US President Donald Trump and Coinbase CEO Brian Armstrong met behind closed doors shortly before the president said bankers are trying to undermine the GENIUS Act in a Truth Social post, CoinDesk confirmed.
“America needs to finish the market structure as soon as possible. Americans should make more money with their money,” Trump said in Tuesday’s post. “Banks are making record profits and we are not going to let them undermine our powerful crypto agenda that will end up going to China and other countries if we don’t address the Clarity Act.”
The meeting between Armstrong and Trump was first reported by Politico. The president later publicly endorsed the “position in [the] “The current lobbying standoff with banks has derailed a major cryptocurrency bill.”

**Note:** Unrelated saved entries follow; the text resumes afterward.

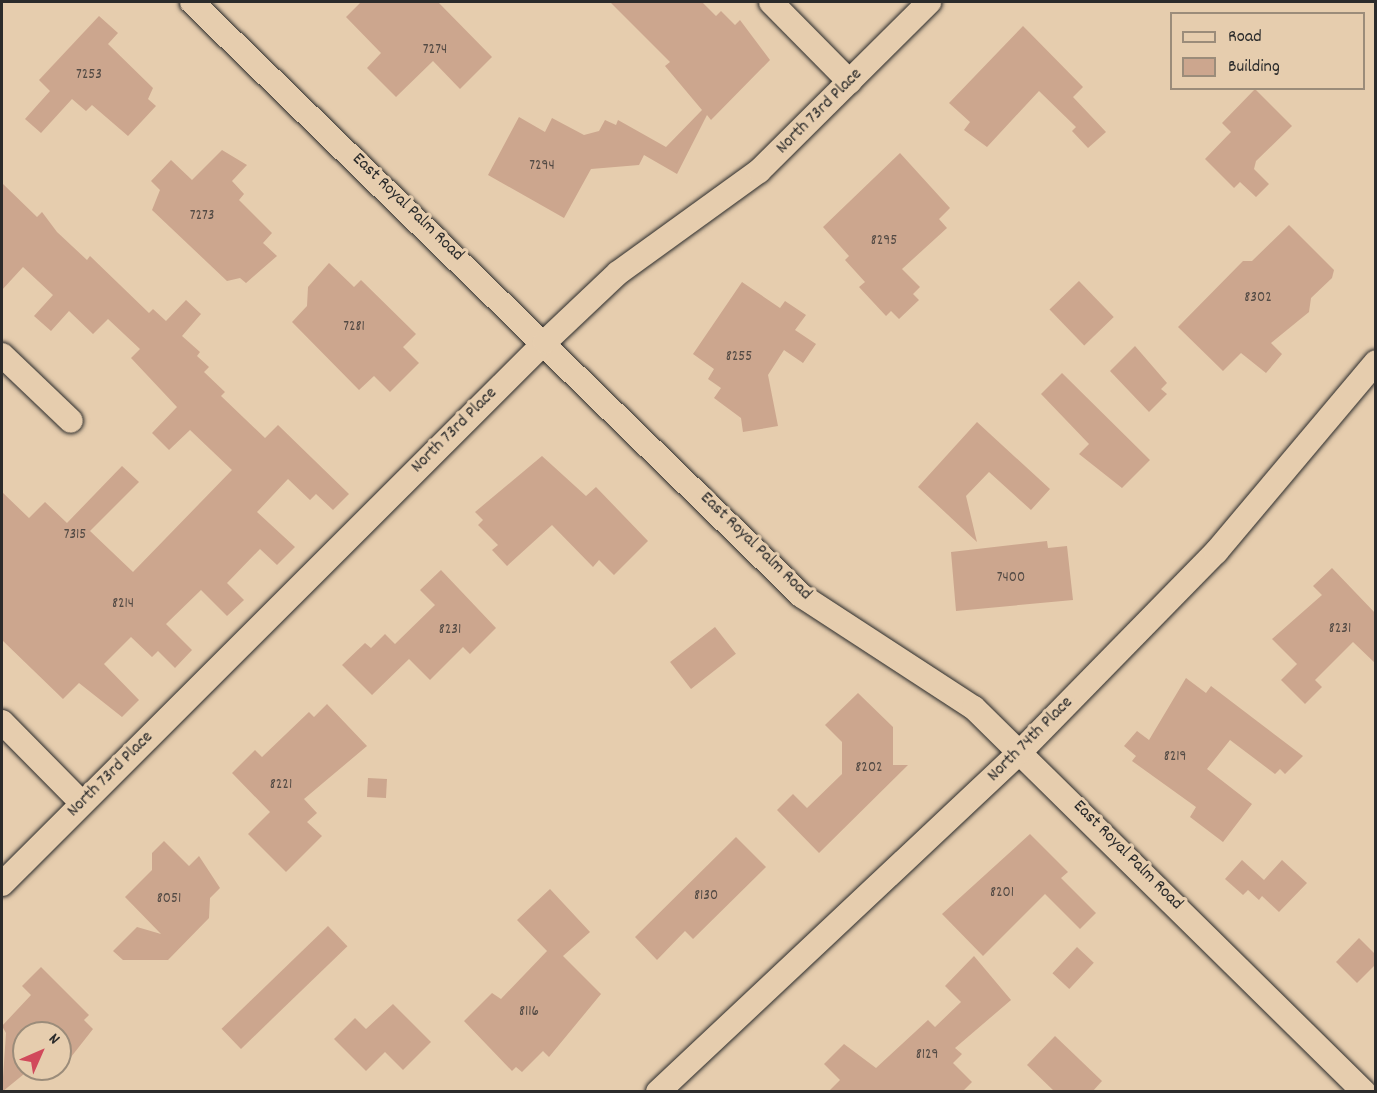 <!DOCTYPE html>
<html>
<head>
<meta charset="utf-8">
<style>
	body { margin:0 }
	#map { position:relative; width:1377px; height:1093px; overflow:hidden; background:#e6cdae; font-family:Dekko,sans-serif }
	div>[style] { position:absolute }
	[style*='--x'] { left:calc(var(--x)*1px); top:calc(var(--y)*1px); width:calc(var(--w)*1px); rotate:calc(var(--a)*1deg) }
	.building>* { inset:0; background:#cca68e; transform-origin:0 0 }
	.roads { filter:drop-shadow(0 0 2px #2b2b2b) drop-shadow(0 0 2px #2b2b2b) }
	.minor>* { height:24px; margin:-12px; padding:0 12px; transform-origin:12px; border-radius:12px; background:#e6cdae }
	span { translate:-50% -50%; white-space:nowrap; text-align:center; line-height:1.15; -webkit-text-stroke:6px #e6cdae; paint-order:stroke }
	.number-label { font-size:15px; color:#534a44 }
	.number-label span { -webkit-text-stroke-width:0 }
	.street-label { font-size:18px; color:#2b2b2b }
	.frame { position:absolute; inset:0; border:3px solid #2b2b2b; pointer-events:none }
	.legend { position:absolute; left:1170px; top:12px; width:195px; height:78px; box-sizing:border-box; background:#e6cdae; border:2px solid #9b8c7a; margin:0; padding:8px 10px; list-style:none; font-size:18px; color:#2b2b2b }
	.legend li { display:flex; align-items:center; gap:12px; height:30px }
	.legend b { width:30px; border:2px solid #9b8c7a }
	.north { position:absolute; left:12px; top:1021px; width:60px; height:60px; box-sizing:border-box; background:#e6cdae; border:2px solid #9b8c7a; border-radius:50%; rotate:45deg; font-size:16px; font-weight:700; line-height:24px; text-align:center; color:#2b2b2b }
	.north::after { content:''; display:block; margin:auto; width:21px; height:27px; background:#d1495b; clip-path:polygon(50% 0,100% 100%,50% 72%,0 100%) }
</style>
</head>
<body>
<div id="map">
	<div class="building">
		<i style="clip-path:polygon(361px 2px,438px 2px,492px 57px,460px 89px,433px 61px,396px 97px,367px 68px,381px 53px,346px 17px)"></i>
		<i style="clip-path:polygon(610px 2px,702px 2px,716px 16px,721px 11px,735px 25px,740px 20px,770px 60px,711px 120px,707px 115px,677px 174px,644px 155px,639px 165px,591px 169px,564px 218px,488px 175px,519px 117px,545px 132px,552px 118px,584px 135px,599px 131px,605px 120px,616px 125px,618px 120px,666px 147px,702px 110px,665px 66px,670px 62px)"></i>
		<i style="clip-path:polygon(99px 16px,118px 33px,108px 44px,153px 88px,148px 99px,156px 106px,128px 136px,92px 105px,86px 111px,72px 99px,41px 133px,25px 119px,50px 91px,39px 80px)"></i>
		<i style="clip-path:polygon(1023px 26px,1083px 87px,1073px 97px,1106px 132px,1088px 148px,1072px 131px,1076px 127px,1039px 91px,987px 147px,964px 130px,970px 122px,949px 103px)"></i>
		<i style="clip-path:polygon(1255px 89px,1292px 126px,1256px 161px,1254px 169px,1269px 184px,1256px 197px,1240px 182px,1234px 188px,1205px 159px,1231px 132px,1222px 123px)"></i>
		<i style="clip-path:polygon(222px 150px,247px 165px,232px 181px,244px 194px,239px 200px,272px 233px,263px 243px,277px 256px,246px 283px,240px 278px,227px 281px,152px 210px,160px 190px,151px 181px,171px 160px,192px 180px)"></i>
		<i style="clip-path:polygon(900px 153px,950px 208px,939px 219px,947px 228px,902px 269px,920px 287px,913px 294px,919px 300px,899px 319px,891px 311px,886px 316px,859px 287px,865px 282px,845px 260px,849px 256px,823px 227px)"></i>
		<i style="clip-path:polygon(2px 183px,37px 217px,42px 212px,57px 232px,87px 260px,90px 256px,149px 313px,153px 309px,166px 321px,186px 300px,201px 314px,182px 336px,200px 352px,197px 356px,209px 367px,204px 372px,225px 392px,221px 396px,265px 438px,278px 425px,349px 494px,333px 510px,316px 494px,310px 500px,288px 479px,257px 512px,295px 547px,277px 565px,260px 549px,227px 583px,244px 600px,227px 616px,201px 590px,166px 624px,192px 650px,175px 668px,158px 651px,152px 657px,131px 637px,104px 664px,139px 700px,122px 717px,79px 683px,63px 699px,2px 640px,2px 492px,29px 518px,45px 502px,67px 523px,122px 466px,139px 482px,90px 531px,133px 572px,232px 470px,190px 430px,169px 450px,152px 433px,177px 407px,131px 358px,140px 349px,108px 319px,93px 334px,69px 311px,51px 331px,34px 316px,53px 295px,23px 267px,2px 290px)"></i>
		<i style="clip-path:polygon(1289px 225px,1334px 270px,1332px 278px,1311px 298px,1309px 312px,1271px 343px,1282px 354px,1266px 373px,1241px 353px,1223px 371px,1178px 327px,1243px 261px,1252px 261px)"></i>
		<i style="clip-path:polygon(329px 263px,354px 287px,361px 280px,416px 334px,403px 347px,419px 363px,390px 392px,374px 376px,359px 390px,292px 322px,307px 306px,308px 287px)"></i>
		<i style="left:1079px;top:281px;width:50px;height:41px;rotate:46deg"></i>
		<i style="clip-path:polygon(742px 282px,780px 308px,785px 301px,806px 315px,795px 330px,816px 344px,803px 363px,784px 350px,768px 375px,778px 426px,743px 432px,741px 418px,714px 398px,721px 388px,708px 379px,714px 369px,693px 354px)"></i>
		<i style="clip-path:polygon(1135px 346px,1167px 383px,1161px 389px,1167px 394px,1149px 412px,1110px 371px)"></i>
		<i style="clip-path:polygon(1062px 373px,1150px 460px,1122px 488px,1079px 454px,1089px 444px,1041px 394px)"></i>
		<i style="clip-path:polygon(977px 422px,1050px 489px,1031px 510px,989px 472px,966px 496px,977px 542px,918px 487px)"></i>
		<i style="clip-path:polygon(542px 456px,586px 496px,596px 487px,648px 541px,614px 575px,599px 560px,593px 567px,552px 525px,507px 566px,492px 550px,498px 545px,478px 525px,483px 520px,475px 512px)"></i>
		<i style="clip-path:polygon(1047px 541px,1048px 548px,1067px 546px,1073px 600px,956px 611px,951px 552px)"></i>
		<i style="clip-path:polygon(1332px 568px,1376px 614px,1376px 664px,1353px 642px,1315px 680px,1322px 687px,1305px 704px,1281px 680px,1297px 664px,1272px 639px,1322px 595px,1313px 586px)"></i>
		<i style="clip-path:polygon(441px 570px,496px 628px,470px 654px,463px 647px,430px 680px,409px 659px,372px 695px,342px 665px,365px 643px,371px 648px,385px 634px,395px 644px,435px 605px,420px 590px)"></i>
		<i style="left:715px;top:627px;width:34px;height:57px;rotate:52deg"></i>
		<i style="clip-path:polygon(1186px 678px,1206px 693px,1211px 686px,1303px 756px,1285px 774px,1280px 769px,1275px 774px,1230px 740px,1207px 769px,1252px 804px,1223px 842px,1190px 817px,1196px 807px,1132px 761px,1136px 756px,1124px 746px,1137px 731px,1149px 740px)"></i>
		<i style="clip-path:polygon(858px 693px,893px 727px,893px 765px,908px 765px,819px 853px,777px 810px,793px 794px,807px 808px,842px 774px,842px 742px,825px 725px)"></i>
		<i style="clip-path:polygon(327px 704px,367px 746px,304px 799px,317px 813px,307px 822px,322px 836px,286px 872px,248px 834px,270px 812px,232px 773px,255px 750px,262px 757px,309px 712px,314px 717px)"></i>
		<i style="left:368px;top:778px;width:19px;height:19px;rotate:3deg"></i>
		<i style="clip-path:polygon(1030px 834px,1068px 872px,1061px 878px,1096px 913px,1080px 929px,1045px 894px,983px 956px,942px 914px)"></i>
		<i style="clip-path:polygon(736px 837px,766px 867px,693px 939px,685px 931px,657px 960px,635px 937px)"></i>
		<i style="clip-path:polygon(164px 841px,189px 866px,199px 856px,220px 888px,210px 898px,209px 918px,168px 960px,123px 960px,113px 951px,137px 927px,161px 934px,125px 897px,152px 870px,152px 853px)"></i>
		<i style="clip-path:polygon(1242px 860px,1264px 880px,1282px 860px,1307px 883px,1279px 912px,1262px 896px,1259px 900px,1248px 890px,1243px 895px,1225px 879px)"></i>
		<i style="clip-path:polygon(550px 889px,590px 932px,563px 956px,601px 994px,549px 1057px,543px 1051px,522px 1072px,516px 1067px,512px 1071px,464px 1021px,492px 993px,501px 999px,547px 951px,517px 920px)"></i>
		<i style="left:328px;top:926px;width:28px;height:148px;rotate:46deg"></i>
		<i style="clip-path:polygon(1359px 938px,1376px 955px,1376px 964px,1357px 983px,1336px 962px)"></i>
		<i style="left:1077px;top:947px;width:23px;height:36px;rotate:43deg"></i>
		<i style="clip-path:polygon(974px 956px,1011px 1000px,955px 1048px,962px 1054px,953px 1063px,972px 1082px,962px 1092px,828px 1092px,840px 1080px,824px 1064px,844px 1044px,876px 1068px,928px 1020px,935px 1027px,961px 1002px,945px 986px)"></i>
		<i style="clip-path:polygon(41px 967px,89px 1015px,84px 1020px,93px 1029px,60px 1071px,60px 1033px,24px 1033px,24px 1074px,2px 1092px,6px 1033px,2px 1026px,31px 995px,22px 986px)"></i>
		<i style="clip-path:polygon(393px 1004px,431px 1042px,403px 1070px,385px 1052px,366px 1071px,334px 1039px,355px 1018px,366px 1029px)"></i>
		<i style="clip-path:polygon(1055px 1036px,1102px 1081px,1092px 1092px,1055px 1092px,1027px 1065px)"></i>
	</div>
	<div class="roads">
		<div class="minor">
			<i style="--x:192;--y:2;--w:851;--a:44.24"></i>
			<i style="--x:802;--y:596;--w:205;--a:33.1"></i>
			<i style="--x:974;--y:708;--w:547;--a:44.56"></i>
			<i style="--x:771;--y:2;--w:112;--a:45.4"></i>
			<i style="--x:2;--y:355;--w:95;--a:43.7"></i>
			<i style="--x:2;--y:722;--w:114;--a:45.4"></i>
			<i style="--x:2;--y:884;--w:767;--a:-44.95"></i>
			<i style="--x:545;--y:342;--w:100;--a:-43.4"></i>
			<i style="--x:618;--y:273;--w:174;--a:-35.9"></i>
			<i style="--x:759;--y:171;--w:240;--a:-44.8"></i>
			<i style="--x:658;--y:1092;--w:498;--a:-43.2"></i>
			<i style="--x:1021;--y:751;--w:279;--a:-45.6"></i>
			<i style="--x:1216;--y:552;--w:248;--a:-49.9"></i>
		</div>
	</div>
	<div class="number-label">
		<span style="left:435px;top:51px">7274</span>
		<span style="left:89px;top:76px">7253</span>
		<span style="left:542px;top:167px">7294</span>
		<span style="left:202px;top:217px">7273</span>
		<span style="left:884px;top:242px">8295</span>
		<span style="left:1258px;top:299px">8302</span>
		<span style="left:354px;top:328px">7281</span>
		<span style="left:739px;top:358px">8255</span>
		<span style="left:75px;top:536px">7315</span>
		<span style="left:1011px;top:579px">7400</span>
		<span style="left:123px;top:605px">8214</span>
		<span style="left:1340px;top:630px">8231</span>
		<span style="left:450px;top:631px">8231</span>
		<span style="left:1175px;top:758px">8219</span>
		<span style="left:869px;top:769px">8202</span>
		<span style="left:281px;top:786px">8221</span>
		<span style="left:1002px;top:894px">8201</span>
		<span style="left:706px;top:897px">8130</span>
		<span style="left:169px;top:900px">8051</span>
		<span style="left:529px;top:1013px">8116</span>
		<span style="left:927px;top:1056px">8129</span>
	</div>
	<div class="street-label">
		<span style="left:820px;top:112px;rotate:-45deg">North 73rd Place</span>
		<span style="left:407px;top:208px;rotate:44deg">East Royal Palm Road</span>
		<span style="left:455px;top:431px;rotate:-45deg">North 73rd Place</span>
		<span style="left:755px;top:547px;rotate:44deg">East Royal Palm Road</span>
		<span style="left:1031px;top:740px;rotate:-45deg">North 74th Place</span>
		<span style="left:111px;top:775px;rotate:-45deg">North 73rd Place</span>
		<span style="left:1127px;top:856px;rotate:45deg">East Royal Palm Road</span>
	</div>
	<div class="frame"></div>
	<ul class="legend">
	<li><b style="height:8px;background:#e6cdae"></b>Road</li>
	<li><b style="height:16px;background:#cca68e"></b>Building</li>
	</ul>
	<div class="north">N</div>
</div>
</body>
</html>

The media outlet cited “two people with knowledge of the matter who were granted anonymity to discuss a matter behind closed doors” as the source of the meeting between Trump and Armstrong. He also said it was unclear what the two discussed during the meeting.
However, he reiterated, “it came just before Trump wrote on social media that banks ‘need to reach a good deal with the crypto industry’ to advance digital asset legislation that has stalled on Capitol Hill.”
The White House and Coinbase have not responded to a request for comment from CoinDesk.
The market structure bill has been stalled since lawmakers on the Senate Banking Committee were scheduled to debate and vote on it. The point holding back the passage of the cryptocurrency bill is that banks argue that interest rates on stablecoins could affect bank deposits and therefore, in particular, their creditworthiness. Crypto exchanges say people should be able to earn rewards for their stablecoin holdings, which they say the GENIUS Act allows.
JPMorgan CEO Jamie Dimon said Tuesday that stablecoin issuers that pay interest on customer balances should be regulated like banks. Patrick Witt, executive director of the President’s Council of Advisors for Digital Assets, responded to Dimon, saying that “the trick here is that it is not the payment of the yield on a balance per se that requires bank-like regulations, but rather the lending or remortgaging of the dollars that make up the underlying balance.” Witt also said that the GENIUS Act “explicitly prohibits stablecoin issuers from doing the latter. Stablecoins ≠ Deposits.”
Cryptocurrency-related stocks, including COIN, rose on Wednesday amid a broader rise in cryptocurrency prices. COIN rose above $200, reaching its highest price since late January.